Sarri: "Periodo sfortunato"

Il tecnico del Napoli analizza l'amara eliminazione contro il Villarreal: "Paghiamo un po' troppa frenesia nell'attimo decisivo, ma la nostra supremazia territoriale era palese".

La delusione di Lorenzo Insigne (Napoli)
La delusione di Lorenzo Insigne (Napoli) ©Getty Images

Sei vittorie su sei nel girone eliminatorio, una sconfitta e un pareggio tra andata e ritorno nei match a eliminazione diretta: il Napoli esce dalla UEFA Europa League a testa alta ma col rammarico di non avere saputo ripetere quanto di buono fatto vedere nella prima fase della competizione. 

L'allegra macchina di gol che aveva seppellito di reti tutte le avversarie capitate allo stadio San Paolo s'è inceppata sul più bello: un solo gol in due partite, messo a segno peraltro da un centrocampista con un gran tiro da fuori. È l'attacco ad avere smarrito la via della rete nel momento topico della stagione, in Europa come in campionato.

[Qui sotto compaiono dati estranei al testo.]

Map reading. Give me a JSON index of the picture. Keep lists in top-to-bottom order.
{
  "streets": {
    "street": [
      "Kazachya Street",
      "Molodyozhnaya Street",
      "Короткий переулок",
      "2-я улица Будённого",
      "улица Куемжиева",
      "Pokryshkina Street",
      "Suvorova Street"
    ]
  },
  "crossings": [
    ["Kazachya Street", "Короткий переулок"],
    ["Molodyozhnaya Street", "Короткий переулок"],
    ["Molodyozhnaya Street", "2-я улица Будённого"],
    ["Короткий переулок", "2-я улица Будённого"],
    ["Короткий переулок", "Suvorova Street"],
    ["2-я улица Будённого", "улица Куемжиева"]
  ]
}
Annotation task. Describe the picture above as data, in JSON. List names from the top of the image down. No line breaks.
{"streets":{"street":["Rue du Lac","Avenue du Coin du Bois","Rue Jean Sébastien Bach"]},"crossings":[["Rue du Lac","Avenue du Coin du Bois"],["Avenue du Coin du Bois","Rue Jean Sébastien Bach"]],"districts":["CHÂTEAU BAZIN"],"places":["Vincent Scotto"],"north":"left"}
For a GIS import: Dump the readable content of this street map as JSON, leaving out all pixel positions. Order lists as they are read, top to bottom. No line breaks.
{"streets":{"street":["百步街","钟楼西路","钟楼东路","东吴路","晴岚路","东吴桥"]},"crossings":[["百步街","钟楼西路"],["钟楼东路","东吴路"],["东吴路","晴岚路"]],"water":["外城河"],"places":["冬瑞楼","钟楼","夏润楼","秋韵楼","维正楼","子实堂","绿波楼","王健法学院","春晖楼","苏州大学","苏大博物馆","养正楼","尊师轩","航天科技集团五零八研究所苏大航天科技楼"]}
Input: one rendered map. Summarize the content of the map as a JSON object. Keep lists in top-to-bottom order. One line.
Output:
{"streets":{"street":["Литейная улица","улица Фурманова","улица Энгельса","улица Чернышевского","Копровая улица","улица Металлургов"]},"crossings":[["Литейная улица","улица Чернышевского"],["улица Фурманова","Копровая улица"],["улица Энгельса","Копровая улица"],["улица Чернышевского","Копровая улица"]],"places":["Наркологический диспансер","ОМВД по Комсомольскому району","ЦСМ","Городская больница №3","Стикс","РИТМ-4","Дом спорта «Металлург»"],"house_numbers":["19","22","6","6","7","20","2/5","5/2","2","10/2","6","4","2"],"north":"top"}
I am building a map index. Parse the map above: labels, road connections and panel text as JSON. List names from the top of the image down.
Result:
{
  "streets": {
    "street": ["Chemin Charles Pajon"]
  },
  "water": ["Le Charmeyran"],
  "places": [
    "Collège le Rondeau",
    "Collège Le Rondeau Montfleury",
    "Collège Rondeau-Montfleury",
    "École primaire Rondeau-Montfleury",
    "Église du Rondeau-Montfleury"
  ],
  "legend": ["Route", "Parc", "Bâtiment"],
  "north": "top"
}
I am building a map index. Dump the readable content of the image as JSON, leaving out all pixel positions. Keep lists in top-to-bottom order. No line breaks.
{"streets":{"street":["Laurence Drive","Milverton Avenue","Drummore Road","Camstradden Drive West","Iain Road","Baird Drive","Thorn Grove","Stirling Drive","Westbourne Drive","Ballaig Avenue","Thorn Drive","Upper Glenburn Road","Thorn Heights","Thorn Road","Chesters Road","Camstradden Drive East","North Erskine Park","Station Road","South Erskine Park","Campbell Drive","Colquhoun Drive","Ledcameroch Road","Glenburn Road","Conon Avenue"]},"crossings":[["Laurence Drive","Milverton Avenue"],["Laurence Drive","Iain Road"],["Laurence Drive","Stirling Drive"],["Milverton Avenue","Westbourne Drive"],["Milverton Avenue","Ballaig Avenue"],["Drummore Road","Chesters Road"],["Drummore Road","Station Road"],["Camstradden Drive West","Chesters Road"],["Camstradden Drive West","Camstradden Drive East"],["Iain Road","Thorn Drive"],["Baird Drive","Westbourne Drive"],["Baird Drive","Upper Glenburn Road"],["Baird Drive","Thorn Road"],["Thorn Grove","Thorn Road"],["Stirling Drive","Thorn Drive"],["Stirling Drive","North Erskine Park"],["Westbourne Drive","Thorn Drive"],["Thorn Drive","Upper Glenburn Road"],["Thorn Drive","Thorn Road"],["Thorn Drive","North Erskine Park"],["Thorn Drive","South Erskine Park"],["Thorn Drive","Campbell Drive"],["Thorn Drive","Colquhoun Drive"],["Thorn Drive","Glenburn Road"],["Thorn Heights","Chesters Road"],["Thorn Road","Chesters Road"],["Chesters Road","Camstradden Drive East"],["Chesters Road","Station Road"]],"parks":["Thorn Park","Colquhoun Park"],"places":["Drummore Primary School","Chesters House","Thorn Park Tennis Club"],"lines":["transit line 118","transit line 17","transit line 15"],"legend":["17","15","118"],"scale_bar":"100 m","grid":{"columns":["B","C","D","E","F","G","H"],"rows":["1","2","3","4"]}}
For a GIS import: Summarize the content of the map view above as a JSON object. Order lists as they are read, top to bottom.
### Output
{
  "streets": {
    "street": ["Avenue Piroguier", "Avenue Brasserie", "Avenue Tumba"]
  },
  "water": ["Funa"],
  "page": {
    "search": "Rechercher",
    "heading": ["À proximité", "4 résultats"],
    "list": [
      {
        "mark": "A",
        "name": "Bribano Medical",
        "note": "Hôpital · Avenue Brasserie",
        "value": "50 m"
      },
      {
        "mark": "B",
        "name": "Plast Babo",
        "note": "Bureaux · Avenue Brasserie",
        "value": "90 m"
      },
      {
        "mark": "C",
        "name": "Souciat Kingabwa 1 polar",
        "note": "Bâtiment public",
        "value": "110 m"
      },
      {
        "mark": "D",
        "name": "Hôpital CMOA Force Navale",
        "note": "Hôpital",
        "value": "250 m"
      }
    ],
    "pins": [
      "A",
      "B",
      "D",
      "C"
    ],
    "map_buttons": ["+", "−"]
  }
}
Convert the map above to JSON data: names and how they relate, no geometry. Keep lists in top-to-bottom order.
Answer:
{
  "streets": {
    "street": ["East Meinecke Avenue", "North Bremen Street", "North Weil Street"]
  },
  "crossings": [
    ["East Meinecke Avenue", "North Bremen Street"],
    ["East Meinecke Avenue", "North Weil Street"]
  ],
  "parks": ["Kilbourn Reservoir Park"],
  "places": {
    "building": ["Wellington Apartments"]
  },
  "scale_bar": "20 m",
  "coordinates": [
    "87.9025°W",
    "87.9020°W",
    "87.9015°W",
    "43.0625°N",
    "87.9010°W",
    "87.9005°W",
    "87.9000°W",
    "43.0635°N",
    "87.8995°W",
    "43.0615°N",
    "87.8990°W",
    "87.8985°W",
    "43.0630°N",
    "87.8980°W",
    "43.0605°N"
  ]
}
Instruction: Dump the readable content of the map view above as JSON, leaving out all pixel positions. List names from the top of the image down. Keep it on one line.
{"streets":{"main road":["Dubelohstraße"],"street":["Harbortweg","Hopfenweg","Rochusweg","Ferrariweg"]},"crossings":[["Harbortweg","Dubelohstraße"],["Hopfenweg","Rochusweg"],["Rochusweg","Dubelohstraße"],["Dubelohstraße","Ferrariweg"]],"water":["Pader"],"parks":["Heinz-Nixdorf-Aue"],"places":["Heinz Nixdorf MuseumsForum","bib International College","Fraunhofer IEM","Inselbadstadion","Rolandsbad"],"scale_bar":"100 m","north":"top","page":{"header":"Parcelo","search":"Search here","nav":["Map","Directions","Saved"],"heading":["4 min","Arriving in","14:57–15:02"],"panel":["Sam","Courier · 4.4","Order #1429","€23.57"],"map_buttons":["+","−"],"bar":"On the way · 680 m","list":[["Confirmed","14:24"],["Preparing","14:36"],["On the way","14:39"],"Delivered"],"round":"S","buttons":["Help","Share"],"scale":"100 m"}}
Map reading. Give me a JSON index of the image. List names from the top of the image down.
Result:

Pungolato alla vigilia da Maurizio Sarri, Gonzalo Higuaín è rimasto a secco: due volte ha avuto la possibilità di armare il sinistro da posizione favorevole, due volte ha sparato alto. “Ma non si può pretendere che faccia sempre la differenza, ci sta che per dieci giorni non trovi la porta - la difesa dell'allenatore dopo il 90’ - Io sono contentissimo di lui, sono periodi che possono vivere anche i più grandi al mondo. Riprenderà a segnare, deve continuare a lavorare e fare bene”.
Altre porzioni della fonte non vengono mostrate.